- **Data in this exercise**:

________________________

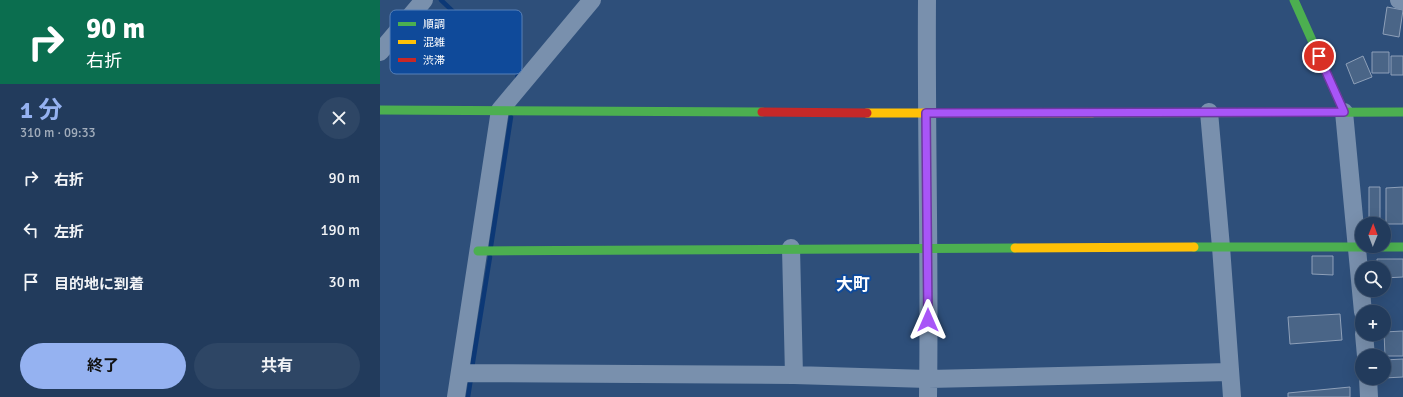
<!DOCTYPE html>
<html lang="ja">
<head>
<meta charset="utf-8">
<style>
  body { margin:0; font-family:Signika,"Noto Sans JP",sans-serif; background:#2e4665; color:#f1f3f6; height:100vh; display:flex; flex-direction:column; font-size:15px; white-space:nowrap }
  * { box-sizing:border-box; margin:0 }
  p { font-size:13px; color:#a2adbb }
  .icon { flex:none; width:22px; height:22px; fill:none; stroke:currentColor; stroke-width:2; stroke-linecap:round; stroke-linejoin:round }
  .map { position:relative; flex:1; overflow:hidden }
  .drawer { display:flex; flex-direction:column; background:#223b5c; width:380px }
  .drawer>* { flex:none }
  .guide { background:#0b6e4f; color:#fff; overflow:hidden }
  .needle { width:26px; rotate:1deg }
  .tools { position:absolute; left:975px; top:217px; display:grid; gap:8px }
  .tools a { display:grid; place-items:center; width:36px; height:36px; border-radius:50%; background:#223b5c; box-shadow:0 4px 16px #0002,0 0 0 1px #3f5572; font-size:20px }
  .pin { position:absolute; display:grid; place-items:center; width:34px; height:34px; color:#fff; margin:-17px; border:2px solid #fff; border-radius:50%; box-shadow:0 1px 4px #0007 }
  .me { position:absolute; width:44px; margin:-22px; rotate:0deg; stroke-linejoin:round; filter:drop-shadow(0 0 3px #0008) }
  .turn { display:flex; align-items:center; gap:14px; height:84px; padding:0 20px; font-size:18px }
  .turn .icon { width:52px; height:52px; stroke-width:2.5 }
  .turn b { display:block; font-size:28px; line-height:34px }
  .round { display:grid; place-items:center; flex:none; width:42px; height:42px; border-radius:21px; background:#2e4665 }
  .summary { display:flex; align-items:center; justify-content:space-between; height:68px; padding:0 20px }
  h1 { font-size:24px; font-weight:700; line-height:30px; color:#95b2f1 }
  .primary-button { display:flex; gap:8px; margin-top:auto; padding:8px 20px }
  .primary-button a { flex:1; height:46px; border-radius:24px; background:#95b2f1; color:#111; font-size:16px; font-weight:700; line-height:46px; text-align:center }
  .primary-button a+a { background:#2e4665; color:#f1f3f6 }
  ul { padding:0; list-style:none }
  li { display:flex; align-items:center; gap:12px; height:52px; padding:0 20px }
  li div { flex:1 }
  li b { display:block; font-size:15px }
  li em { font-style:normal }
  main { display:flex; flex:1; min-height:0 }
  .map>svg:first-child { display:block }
</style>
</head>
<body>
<main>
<section class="drawer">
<div class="guide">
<div class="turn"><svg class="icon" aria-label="right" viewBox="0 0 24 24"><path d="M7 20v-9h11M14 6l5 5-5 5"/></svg><div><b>90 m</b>右折</div></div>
</div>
<div class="summary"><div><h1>1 分</h1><p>310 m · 09:33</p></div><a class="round"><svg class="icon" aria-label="close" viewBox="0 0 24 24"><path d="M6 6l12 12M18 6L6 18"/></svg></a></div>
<ul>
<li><svg class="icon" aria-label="right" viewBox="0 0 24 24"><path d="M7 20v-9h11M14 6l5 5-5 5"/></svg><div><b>右折</b></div><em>90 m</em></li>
<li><svg class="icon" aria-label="left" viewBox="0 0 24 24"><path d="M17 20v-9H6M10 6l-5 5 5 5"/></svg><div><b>左折</b></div><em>190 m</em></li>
<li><svg class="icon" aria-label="arrive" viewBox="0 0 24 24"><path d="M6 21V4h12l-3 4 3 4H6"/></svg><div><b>目的地に到着</b></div><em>30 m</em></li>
</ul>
<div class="primary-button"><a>終了</a><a>共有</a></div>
</section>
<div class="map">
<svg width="1023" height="397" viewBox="0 0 1023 397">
  <rect width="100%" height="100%" fill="#2e4f7a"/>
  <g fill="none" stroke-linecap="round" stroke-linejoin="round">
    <path stroke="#0c3876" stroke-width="4.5" d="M 61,0 L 138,73 L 137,80
      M 111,246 L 131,117
      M 92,368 L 110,257
      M 88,397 L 91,378"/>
  </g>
  <path fill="#4a6587" stroke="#8ea0b9" d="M 1007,7 L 1023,10 L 1019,37 L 1003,34 Z
    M 992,52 L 1009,52 L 1009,73 L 992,73 Z
    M 983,56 L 992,77 L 974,84 L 966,64 Z
    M 1011,56 L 1023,56 L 1023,75 L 1011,75 Z
    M 989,187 L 1000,187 L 1000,219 L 989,219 Z
    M 1023,187 L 1023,224 L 1006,224 L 1006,188 Z
    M 932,256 L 953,256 L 953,275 L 932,274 Z
    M 997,259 L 1023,259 L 1023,277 L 1004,278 L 1004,268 L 997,268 Z
    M 960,314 L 962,340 L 910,344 L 908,317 Z
    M 1023,331 L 1023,356 L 1005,356 L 1004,332 Z
    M 1023,359 L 1023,377 L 1004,378 L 1004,360 Z
    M 970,387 L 970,397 L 908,397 L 908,393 Z"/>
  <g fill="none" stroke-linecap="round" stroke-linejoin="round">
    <path stroke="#7990ad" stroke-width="18" d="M 547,0 C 546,132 550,265 548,397
      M 1019,0 L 1023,1
      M 0,52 L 44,0
      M 829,112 L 841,247 L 852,397
      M 964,112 L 983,312
      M 411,248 L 414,375
      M 984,334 L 986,356
      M 80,373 L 414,375 L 548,379 L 849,372
      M 988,378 L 989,397
      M 76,397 L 120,110 L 212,0"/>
    <path stroke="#4caf50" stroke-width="9" d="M 914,0 L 964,112
      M 0,110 L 382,112
      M 712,113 L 1023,112
      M 814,247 L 1023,247
      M 98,251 L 635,248"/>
    <path stroke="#ffc107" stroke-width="9" d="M 487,113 L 712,113
      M 635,248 L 814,247"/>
    <path stroke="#c62828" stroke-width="9" d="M 382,112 L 487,113"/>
  </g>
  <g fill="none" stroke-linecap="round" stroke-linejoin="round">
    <g stroke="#6d37a1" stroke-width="10">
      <path id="route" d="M 548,320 L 546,113 L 964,112 L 939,56"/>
    </g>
    <use href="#route" stroke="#a855f7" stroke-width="7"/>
  </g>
  <g text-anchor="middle" stroke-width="4" stroke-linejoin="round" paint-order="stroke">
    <g font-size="17" font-weight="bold" fill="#fff" stroke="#0f4a9a">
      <text x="473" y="290">大町</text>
    </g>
  </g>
  <rect x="10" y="10" width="132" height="64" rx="6" fill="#0f4a9a" stroke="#5780b8" stroke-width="1"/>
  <rect x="18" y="22" width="18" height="4" fill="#4caf50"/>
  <rect x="18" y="40" width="18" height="4" fill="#ffc107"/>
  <rect x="18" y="58" width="18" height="4" fill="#c62828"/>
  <g font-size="11" fill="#fff">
    <text x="43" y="28">順調</text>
    <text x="43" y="46">混雑</text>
    <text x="43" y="64">渋滞</text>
  </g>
</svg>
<div class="tools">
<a><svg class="needle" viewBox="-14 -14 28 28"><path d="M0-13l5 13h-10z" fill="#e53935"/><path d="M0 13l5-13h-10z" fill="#a2adbb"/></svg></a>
<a><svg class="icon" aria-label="search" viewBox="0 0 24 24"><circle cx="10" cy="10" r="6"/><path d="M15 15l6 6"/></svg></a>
<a>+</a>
<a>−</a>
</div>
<div class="pin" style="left:939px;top:56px;background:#d93025"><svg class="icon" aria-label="arrive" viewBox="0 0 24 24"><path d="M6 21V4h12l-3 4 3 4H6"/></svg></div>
<svg class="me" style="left:548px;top:320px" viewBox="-20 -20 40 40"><path d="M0-17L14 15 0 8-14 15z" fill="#a855f7" stroke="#fff" stroke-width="4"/></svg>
</div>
</main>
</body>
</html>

________________________

- **Exercise description**: From the material above, copy every line that has the word "hidden" in it.

- **Solution**:
  .map { position:relative; flex:1; overflow:hidden }
  .guide { background:#0b6e4f; color:#fff; overflow:hidden }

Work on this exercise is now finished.